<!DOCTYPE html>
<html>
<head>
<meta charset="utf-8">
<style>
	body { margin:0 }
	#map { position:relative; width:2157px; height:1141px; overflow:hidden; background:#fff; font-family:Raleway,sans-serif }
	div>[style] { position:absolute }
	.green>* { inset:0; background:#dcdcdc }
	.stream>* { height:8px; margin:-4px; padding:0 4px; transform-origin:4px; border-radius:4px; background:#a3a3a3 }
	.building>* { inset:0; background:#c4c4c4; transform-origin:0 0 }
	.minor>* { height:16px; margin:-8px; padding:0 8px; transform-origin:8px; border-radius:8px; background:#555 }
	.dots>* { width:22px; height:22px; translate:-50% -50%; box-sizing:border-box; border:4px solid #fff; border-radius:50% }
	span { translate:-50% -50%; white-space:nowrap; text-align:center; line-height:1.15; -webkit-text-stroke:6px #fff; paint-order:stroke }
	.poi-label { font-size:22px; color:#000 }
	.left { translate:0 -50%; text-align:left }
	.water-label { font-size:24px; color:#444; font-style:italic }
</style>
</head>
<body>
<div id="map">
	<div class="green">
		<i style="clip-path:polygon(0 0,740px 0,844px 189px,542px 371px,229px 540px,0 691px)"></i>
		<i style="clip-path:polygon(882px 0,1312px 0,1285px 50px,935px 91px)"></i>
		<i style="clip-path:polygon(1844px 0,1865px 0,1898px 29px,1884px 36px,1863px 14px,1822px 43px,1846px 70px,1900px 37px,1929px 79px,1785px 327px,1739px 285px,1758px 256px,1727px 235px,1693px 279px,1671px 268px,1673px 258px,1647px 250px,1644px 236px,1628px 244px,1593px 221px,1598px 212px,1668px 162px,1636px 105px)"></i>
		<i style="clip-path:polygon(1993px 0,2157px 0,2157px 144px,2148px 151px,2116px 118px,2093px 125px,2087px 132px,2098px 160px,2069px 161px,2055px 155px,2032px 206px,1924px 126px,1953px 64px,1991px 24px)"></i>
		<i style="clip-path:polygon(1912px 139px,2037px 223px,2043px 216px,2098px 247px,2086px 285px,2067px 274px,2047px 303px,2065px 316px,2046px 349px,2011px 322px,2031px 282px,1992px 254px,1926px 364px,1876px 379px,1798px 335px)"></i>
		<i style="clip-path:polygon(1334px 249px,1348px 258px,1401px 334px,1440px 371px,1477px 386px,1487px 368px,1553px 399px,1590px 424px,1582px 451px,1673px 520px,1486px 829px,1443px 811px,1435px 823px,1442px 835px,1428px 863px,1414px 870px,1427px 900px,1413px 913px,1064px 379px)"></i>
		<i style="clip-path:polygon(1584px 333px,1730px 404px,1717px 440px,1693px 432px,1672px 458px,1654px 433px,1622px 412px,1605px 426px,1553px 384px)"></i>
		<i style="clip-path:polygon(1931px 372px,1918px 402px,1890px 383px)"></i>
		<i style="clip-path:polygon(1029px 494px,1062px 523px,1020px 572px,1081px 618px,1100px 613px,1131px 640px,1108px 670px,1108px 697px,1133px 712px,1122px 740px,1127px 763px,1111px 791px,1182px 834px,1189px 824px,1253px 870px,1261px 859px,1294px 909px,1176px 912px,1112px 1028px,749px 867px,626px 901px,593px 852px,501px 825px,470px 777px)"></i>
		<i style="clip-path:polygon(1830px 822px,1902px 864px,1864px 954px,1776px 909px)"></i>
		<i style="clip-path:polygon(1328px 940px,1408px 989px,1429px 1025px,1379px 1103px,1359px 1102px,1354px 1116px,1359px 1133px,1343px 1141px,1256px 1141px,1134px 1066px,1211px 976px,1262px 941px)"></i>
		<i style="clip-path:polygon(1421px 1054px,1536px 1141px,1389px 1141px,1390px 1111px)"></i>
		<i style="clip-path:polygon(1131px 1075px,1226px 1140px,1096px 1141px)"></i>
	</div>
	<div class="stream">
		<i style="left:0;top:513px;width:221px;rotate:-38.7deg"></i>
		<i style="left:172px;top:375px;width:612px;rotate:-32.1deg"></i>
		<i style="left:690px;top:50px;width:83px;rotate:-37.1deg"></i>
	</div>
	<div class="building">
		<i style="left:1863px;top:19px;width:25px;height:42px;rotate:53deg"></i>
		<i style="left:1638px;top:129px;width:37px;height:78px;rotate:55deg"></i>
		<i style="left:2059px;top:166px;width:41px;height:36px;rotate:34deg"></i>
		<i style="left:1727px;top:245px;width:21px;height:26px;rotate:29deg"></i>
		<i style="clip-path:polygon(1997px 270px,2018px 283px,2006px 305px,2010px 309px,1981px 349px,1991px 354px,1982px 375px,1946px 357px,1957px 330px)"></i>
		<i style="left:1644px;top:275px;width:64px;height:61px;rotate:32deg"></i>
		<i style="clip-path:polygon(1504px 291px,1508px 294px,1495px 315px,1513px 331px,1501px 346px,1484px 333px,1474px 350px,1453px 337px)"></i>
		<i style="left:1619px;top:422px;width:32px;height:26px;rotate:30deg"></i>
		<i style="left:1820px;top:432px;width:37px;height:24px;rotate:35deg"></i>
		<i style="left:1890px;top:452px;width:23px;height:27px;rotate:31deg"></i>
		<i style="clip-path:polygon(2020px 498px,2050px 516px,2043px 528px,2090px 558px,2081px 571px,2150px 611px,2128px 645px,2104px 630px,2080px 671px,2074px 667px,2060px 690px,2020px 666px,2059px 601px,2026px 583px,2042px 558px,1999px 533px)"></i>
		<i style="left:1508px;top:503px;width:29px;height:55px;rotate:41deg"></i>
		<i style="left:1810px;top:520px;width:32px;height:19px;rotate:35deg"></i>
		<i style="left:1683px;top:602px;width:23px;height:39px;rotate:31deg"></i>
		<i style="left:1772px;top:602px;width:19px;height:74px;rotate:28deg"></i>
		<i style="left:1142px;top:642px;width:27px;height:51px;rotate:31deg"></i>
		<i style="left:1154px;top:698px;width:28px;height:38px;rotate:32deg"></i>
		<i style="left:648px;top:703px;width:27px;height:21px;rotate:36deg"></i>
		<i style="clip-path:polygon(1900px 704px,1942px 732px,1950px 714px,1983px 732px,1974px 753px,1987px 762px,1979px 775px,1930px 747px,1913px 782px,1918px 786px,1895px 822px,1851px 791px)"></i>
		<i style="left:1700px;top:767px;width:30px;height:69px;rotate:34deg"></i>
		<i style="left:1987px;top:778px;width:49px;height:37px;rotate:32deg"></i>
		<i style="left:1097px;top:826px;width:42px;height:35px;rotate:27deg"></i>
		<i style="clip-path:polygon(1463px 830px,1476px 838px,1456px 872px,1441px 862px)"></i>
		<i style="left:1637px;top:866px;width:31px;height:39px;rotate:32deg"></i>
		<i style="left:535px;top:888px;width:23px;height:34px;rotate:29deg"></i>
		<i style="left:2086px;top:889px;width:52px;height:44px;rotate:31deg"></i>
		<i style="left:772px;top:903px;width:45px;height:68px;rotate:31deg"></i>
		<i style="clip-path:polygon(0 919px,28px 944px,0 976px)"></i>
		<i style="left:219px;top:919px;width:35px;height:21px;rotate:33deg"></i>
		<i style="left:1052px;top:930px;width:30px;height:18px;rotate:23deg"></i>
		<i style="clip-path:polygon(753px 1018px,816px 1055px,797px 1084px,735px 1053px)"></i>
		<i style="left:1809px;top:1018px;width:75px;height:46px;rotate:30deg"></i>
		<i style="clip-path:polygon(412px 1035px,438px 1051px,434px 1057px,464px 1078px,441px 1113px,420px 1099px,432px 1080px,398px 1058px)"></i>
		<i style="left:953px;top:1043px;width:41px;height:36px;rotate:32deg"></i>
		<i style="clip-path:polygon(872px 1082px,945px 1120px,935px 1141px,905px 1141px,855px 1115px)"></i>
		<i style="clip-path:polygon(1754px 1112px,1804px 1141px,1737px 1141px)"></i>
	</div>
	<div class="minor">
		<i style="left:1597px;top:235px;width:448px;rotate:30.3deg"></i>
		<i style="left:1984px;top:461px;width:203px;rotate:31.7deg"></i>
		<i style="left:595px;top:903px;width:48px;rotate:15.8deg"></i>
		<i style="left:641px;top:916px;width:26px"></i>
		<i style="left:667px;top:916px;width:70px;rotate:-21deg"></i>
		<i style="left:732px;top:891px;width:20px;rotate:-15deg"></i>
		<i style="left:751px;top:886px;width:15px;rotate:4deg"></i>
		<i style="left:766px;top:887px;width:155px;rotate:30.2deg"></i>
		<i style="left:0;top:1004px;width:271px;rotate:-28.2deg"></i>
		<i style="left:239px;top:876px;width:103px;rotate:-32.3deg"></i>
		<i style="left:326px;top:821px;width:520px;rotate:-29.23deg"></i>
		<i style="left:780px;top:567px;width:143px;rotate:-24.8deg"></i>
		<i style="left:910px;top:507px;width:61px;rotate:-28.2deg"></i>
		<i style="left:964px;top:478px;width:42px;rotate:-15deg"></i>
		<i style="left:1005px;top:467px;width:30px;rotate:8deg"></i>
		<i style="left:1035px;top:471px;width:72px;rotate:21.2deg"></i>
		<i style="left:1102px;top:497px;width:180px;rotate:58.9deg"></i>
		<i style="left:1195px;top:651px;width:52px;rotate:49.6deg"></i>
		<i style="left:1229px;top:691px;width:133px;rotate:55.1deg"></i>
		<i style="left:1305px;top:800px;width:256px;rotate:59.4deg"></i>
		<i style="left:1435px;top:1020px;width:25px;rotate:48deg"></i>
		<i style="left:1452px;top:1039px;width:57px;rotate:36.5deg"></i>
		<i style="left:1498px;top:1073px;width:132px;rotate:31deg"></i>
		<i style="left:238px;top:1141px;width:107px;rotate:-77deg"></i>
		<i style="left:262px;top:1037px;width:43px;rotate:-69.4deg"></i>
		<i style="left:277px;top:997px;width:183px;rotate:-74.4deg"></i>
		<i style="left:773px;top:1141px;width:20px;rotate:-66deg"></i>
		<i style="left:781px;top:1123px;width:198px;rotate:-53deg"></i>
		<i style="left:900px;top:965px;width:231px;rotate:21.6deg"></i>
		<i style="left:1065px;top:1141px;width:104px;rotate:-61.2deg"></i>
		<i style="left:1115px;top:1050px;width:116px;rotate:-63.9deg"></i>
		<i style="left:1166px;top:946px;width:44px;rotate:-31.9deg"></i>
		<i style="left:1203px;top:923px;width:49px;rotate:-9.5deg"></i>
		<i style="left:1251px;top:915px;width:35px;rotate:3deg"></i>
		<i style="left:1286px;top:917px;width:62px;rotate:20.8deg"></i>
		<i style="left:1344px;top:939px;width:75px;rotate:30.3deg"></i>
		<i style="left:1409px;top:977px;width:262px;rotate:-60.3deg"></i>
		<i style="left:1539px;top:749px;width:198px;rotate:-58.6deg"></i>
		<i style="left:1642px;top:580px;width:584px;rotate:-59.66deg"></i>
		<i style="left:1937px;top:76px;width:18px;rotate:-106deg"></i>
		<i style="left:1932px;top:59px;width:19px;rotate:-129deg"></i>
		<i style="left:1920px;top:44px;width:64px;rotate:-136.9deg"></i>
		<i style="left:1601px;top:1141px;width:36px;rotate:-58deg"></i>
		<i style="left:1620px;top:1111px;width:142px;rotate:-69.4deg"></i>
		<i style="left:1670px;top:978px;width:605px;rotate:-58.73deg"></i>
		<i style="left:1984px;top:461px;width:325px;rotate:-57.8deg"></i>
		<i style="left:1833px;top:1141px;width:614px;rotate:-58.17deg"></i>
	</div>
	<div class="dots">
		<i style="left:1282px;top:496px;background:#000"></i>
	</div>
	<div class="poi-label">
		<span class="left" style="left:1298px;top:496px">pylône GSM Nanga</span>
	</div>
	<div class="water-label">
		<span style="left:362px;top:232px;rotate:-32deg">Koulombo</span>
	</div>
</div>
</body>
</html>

◇ ◇ ◇ ◇ ◇

• **Task to carry out**: Through the line that contains "0,1865px 0,1898px 29px,1884px", copy the material above exactly, beginning at its first line and including nothing more.

• **Solution to this problem**:
<!DOCTYPE html>
<html>
<head>
<meta charset="utf-8">
<style>
	body { margin:0 }
	#map { position:relative; width:2157px; height:1141px; overflow:hidden; background:#fff; font-family:Raleway,sans-serif }
	div>[style] { position:absolute }
	.green>* { inset:0; background:#dcdcdc }
	.stream>* { height:8px; margin:-4px; padding:0 4px; transform-origin:4px; border-radius:4px; background:#a3a3a3 }
	.building>* { inset:0; background:#c4c4c4; transform-origin:0 0 }
	.minor>* { height:16px; margin:-8px; padding:0 8px; transform-origin:8px; border-radius:8px; background:#555 }
	.dots>* { width:22px; height:22px; translate:-50% -50%; box-sizing:border-box; border:4px solid #fff; border-radius:50% }
	span { translate:-50% -50%; white-space:nowrap; text-align:center; line-height:1.15; -webkit-text-stroke:6px #fff; paint-order:stroke }
	.poi-label { font-size:22px; color:#000 }
	.left { translate:0 -50%; text-align:left }
	.water-label { font-size:24px; color:#444; font-style:italic }
</style>
</head>
<body>
<div id="map">
	<div class="green">
		<i style="clip-path:polygon(0 0,740px 0,844px 189px,542px 371px,229px 540px,0 691px)"></i>
		<i style="clip-path:polygon(882px 0,1312px 0,1285px 50px,935px 91px)"></i>
		<i style="clip-path:polygon(1844px 0,1865px 0,1898px 29px,1884px 36px,1863px 14px,1822px 43px,1846px 70px,1900px 37px,1929px 79px,1785px 327px,1739px 285px,1758px 256px,1727px 235px,1693px 279px,1671px 268px,1673px 258px,1647px 250px,1644px 236px,1628px 244px,1593px 221px,1598px 212px,1668px 162px,1636px 105px)"></i>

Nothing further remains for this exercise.